= Northern Command (Australia) =

Joint operational command of the Australian Defence Force

The Northern Command is a joint operational Australian Defence Force formation. Northern Command is responsible for the planning and conduct of operations to the north of Australia during peacetime and wartime. In addition, Northern Command manages the defence aspects of the multi-agency Maritime Border Command.

The command's surveillance units include the three army Regional Force Surveillance Units: Norforce, the Pilbara Regiment in Western Australia, and the 51st Battalion, Far North Queensland Regiment.

Northern Command's area of operations covers Queensland and the Northern Territory above 19 degrees south and the Kimberley and Pilbara Districts of Western Australia. Northern Command's headquarters are located at Larrakeyah Barracks in Darwin, Northern Territory.

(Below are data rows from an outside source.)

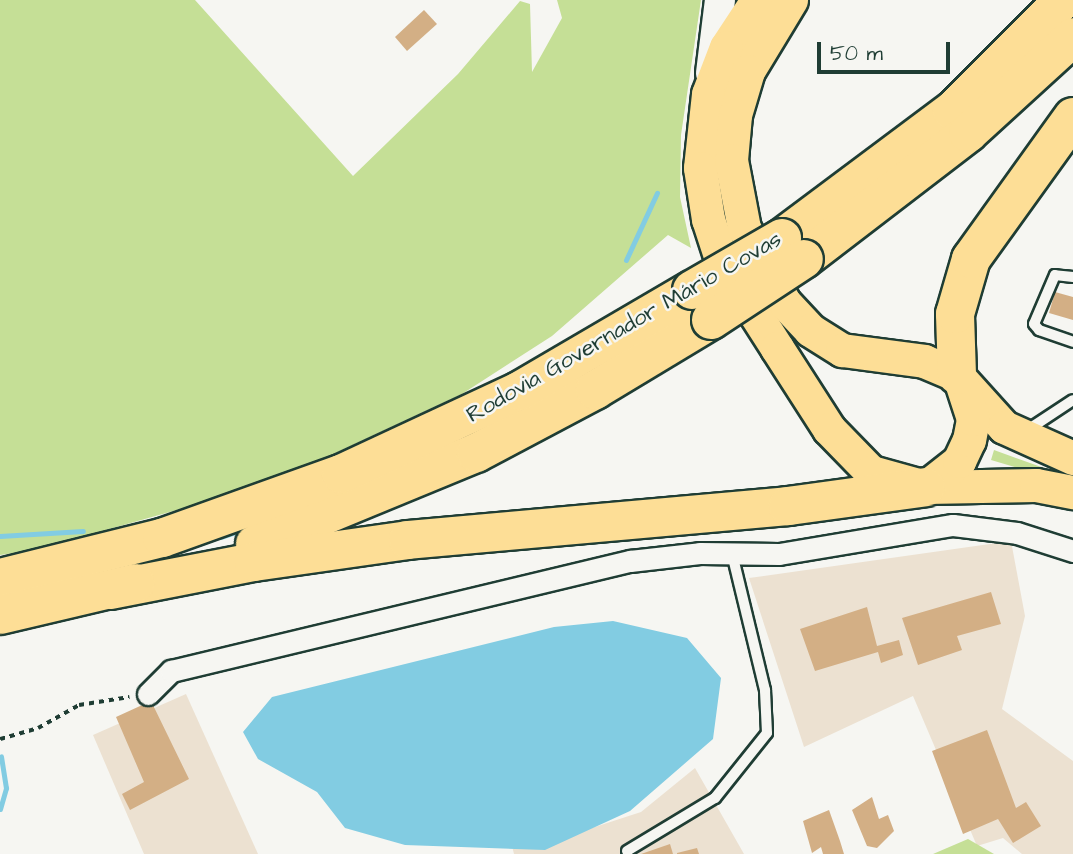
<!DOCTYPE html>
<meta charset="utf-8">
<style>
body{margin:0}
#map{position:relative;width:1073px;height:854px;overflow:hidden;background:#f6f6f2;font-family:"Architects Daughter",sans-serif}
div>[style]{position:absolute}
.built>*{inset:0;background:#ece1d1}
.green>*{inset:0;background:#c5df96}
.water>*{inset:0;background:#82cce2}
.stream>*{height:5px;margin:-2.5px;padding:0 2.5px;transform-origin:2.5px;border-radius:2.5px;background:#82cce2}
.building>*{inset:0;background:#d3af85}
.path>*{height:3.5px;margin-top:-1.75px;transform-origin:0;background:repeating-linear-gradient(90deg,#1f3d34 0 5px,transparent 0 10px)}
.roads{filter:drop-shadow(2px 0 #1f3d34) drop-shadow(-2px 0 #1f3d34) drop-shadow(0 2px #1f3d34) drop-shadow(0 -2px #1f3d34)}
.lane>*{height:10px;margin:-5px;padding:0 5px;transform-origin:5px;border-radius:5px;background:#f6f6f2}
.street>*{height:21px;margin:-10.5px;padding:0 10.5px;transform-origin:10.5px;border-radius:10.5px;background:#f6f6f2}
.secondary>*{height:30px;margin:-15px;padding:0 15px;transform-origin:15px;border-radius:15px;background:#f6f6f2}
.primary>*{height:33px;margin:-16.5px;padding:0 16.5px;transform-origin:16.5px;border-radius:16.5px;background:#fdde96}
.highway>*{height:38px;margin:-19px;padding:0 19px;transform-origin:19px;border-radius:19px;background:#fdde96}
.bridges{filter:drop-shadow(2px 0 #1f3d34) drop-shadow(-2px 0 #1f3d34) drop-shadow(0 2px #1f3d34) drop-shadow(0 -2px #1f3d34)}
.highway-bridge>*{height:38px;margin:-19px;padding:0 19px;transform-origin:19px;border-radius:19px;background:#fdde96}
span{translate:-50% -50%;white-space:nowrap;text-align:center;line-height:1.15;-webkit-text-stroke:5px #f6f6f2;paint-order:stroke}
.street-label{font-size:23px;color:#1f3d34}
.scale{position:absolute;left:817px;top:42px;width:133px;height:32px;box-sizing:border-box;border:4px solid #1f3d34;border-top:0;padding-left:9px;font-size:21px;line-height:24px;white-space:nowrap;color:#1f3d34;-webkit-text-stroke:5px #f6f6f2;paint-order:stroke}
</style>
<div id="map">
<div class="built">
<i style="clip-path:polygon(1011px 541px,1025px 616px,1002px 709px,1073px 761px,1073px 854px,1022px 854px,1003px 838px,977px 846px,913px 696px,804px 747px,749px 578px)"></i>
<i style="clip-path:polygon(186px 694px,258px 854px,144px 854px,93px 735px)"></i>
<i style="clip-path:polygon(695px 768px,744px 854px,514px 854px,511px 842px,561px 838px,641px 812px)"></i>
</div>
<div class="green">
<i style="clip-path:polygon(0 0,195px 0,353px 176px,458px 74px,520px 1px,530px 4px,532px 72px,562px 18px,557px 0,701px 0,681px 135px,680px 197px,691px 248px,668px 235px,552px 336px,462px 394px,269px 484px,35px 550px,0 555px)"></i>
<i style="clip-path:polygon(994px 450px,1044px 468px,1073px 477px,1042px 475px,991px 460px)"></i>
<i style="clip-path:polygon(968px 839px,994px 854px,933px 854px)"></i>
</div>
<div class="water">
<i style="clip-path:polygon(613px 621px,687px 638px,721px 678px,713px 739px,630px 811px,545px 850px,405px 845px,345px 828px,317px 792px,258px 759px,243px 732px,272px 697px,554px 627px)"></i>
</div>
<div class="stream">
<i style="left:626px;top:260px;width:74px;rotate:-65.2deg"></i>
<i style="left:0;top:536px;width:83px;rotate:-3.4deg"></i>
<i style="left:221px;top:537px;width:24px;rotate:-19deg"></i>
<i style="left:0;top:809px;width:22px;rotate:-74deg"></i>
<i style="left:6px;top:788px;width:32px;rotate:-99deg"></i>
</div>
<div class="building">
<i style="clip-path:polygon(424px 10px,437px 24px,407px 51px,395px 37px)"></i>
<i style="clip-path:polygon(1055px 292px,1073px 297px,1073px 320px,1049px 313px)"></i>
<i style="clip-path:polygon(991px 592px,1001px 624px,957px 636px,962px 650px,918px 665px,902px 618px)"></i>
<i style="clip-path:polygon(867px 607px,877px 646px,899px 640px,903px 655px,881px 663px,878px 652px,815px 671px,800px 629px)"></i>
<i style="clip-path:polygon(151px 701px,189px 779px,130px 810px,122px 794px,144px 782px,116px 717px)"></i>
<i style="clip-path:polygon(987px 730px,1016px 808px,1026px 802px,1041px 826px,1013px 843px,998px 819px,963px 834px,932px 751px)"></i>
<i style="clip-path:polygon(872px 797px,879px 819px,888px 815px,894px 831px,877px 848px,867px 846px,852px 810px)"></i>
<i style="clip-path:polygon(829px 810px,840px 841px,844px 854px,823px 854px,821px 847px,812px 853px,803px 821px)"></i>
<i style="clip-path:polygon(670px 844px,673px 854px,641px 854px)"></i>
<i style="clip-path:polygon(697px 848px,699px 854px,677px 854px,677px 853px)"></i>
</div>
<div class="path">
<i style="left:0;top:739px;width:40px;rotate:-16deg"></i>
<i style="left:38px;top:728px;width:47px;rotate:-29.3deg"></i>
<i style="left:79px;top:705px;width:51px;rotate:-9.1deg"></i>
</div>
<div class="roads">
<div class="lane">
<i style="left:1073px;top:277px;width:18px;rotate:-174deg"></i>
<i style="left:1055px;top:275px;width:53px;rotate:113.2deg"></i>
<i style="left:1034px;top:324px;width:8px;rotate:50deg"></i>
<i style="left:1039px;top:330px;width:36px;rotate:19deg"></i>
<i style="left:1026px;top:431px;width:56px;rotate:-33.4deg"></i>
<i style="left:627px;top:851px;width:103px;rotate:-31.1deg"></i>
<i style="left:715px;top:798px;width:83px;rotate:-51.3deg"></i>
<i style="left:767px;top:733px;width:43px;rotate:-92.7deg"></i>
<i style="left:765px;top:690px;width:140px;rotate:-103.6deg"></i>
</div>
<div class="street">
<i style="left:148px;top:694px;width:33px;rotate:-45deg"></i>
<i style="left:171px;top:671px;width:472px;rotate:-13.5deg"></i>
<i style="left:630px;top:561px;width:70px;rotate:-6.5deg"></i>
<i style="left:700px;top:553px;width:79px;rotate:0.7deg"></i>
<i style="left:779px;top:554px;width:176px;rotate:-9.5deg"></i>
<i style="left:953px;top:525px;width:64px;rotate:7.1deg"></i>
<i style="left:1017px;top:533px;width:59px;rotate:17.8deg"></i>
</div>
<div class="secondary">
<i style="left:711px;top:73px;width:74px;rotate:-83deg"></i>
</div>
<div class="primary">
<i style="left:757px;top:0;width:56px;rotate:123.4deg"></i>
<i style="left:726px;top:47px;width:50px;rotate:111deg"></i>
<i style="left:708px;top:94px;width:74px;rotate:96.2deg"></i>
<i style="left:700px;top:168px;width:52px;rotate:81.1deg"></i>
<i style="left:708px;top:219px;width:45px;rotate:72deg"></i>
<i style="left:722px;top:262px;width:102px;rotate:57.4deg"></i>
<i style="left:777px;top:348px;width:96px;rotate:57.3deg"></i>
<i style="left:829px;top:429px;width:60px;rotate:45.7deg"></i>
<i style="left:871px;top:472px;width:57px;rotate:15.3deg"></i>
<i style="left:926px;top:487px;width:110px;rotate:-1deg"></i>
<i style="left:1036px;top:485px;width:38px;rotate:11deg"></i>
<i style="left:791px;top:0;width:83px;rotate:121.2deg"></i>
<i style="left:748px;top:71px;width:46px;rotate:106.5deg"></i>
<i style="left:735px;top:115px;width:45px;rotate:95.1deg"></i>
<i style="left:731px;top:160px;width:69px;rotate:79.2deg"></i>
<i style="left:744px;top:228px;width:84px;rotate:61.6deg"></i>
<i style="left:784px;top:302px;width:38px;rotate:47deg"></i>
<i style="left:810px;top:330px;width:38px;rotate:32deg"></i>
<i style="left:842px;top:350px;width:83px;rotate:7.6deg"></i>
<i style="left:924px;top:361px;width:36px;rotate:23deg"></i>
<i style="left:957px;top:375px;width:70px;rotate:47.9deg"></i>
<i style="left:1004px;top:427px;width:76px;rotate:24.2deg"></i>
<i style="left:926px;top:487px;width:42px;rotate:-38.2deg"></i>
<i style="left:959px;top:461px;width:23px;rotate:-65deg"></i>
<i style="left:969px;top:440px;width:21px;rotate:-79deg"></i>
<i style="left:973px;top:419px;width:36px;rotate:-108deg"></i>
</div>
<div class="highway">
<i style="left:782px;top:238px;width:212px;rotate:-36.8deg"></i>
<i style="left:952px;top:111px;width:157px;rotate:-45deg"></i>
<i style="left:804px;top:259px;width:207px;rotate:-37.5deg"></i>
<i style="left:968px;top:133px;width:142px;rotate:-42.4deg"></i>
<i style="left:957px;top:375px;width:61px;rotate:-91.9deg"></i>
<i style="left:955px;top:314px;width:57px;rotate:-73.8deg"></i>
<i style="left:971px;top:259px;width:175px;rotate:-54.3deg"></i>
<i style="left:255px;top:544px;width:239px;rotate:-22.4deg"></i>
<i style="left:476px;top:453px;width:135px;rotate:-27.9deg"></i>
<i style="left:595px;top:390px;width:135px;rotate:-31.1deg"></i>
<i style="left:0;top:578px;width:167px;rotate:-13.9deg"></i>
<i style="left:162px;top:538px;width:190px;rotate:-19.7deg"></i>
<i style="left:341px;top:474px;width:196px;rotate:-25deg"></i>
<i style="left:519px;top:391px;width:200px;rotate:-30.3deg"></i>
<i style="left:110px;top:590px;width:147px;rotate:-11deg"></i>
<i style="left:254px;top:562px;width:156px;rotate:-8.1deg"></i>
<i style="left:408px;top:540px;width:382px;rotate:-5.1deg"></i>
<i style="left:788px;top:506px;width:139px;rotate:-7.8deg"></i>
<i style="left:0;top:615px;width:139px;rotate:-13.3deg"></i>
</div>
</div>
<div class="bridges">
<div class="highway-bridge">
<i style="left:692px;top:290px;width:104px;rotate:-30deg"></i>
<i style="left:711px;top:320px;width:111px;rotate:-33.3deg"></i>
</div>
</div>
<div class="street-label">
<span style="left:624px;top:327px;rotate:-30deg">Rodovia Governador Mário Covas</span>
</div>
<div class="scale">50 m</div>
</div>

==Roles and responsibilities==
The Northern Command's roles and responsibilities include the following, as of 2003:
- the conduct of military surveillance and response operations
- direct, coordinate and support all Defence Aid to the Civil Community activities
- facilitate support to Defence Force Aid to the Civil Authority
- re-establish and maintain military operational links with military counterparts in Eastern Indonesia. [As of 2007 the nearest Indonesian TNI regional command was Kodam IX/Udayana.]
- act as the ADF single point of contact for, and coordinate ADF liaison with the NT Government
- coordinate ADF liaison with Commonwealth, State, Territory and Local Govt Agencies, NGOs, other agencies and organisations, and the community
- facilitate industry and commercial support to ADF operations and exercises.